Velocity Potential Field Modulation for Dense Coordination of Polytopic Swarms and Its Application to Assistive Robotic Furniture
Lixuan Tang, David Rüegg, Runze Zhang, Anastasia Bolotnikova, Jan M. Rabaey, Auke Ijspeert
AI summary
Problem
Coordinating dense swarms of robots with complex shapes in confined indoor spaces often leads to collisions, oscillations, and deadlocks due to inadequate handling of neighbor interactions and target convergence.
Approach
VPFM modulates each robot's attractive velocity to flow around neighbors using normal compression and tangent stretching, while dynamically scaling down repulsion strength and range as robots near their targets to maintain reactivity.
Key results
- Outperforms state-of-the-art methods in simulation convergence, collision, and deadlock rates
- Successfully coordinates both convex and non-convex polytopic robots in dense configurations
- Validated on real-world mobile furniture hardware for room reconfiguration and wheelchair path clearing
- Maintains real-time performance with lower computational overhead than optimization-based approaches
Why it matters
Enables reliable, real-time coordination of dense mobile robot swarms for practical assistive indoor environments, directly benefiting elderly and mobility-impaired users.
Abstract
We explore the use of a mobile furniture swarm that are intended to assist users with limited mobility in their daily indoor activities.
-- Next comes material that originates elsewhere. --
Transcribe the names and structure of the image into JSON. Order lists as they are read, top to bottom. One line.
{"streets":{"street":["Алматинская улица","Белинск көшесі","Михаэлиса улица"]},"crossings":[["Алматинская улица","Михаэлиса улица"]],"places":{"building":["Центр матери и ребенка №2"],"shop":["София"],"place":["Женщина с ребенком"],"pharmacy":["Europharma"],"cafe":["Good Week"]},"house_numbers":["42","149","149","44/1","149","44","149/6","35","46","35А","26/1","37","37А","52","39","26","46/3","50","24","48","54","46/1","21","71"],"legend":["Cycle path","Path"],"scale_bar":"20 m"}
We focus on the multi-robot coordination problem when a dense target pose configuration is required, such as in an apartment setting. In those cases, the convergence of one robot to the target can be significantly affected by neighboring robots with specific shapes. In this letter, we propose a solution, named Velocity Potential Field Modulation (VPFM), to deal with the dense coordination problem of a polytopic swarm in a decen- tralized manner. We adapt our method to assistive applications, such as room reconfigurations and facilitating indoor movement of wheelchair users. We evaluate the performance of our method in simulations and on real-world mobile furniture hardware, demonstrating its effectiveness and real-time performance.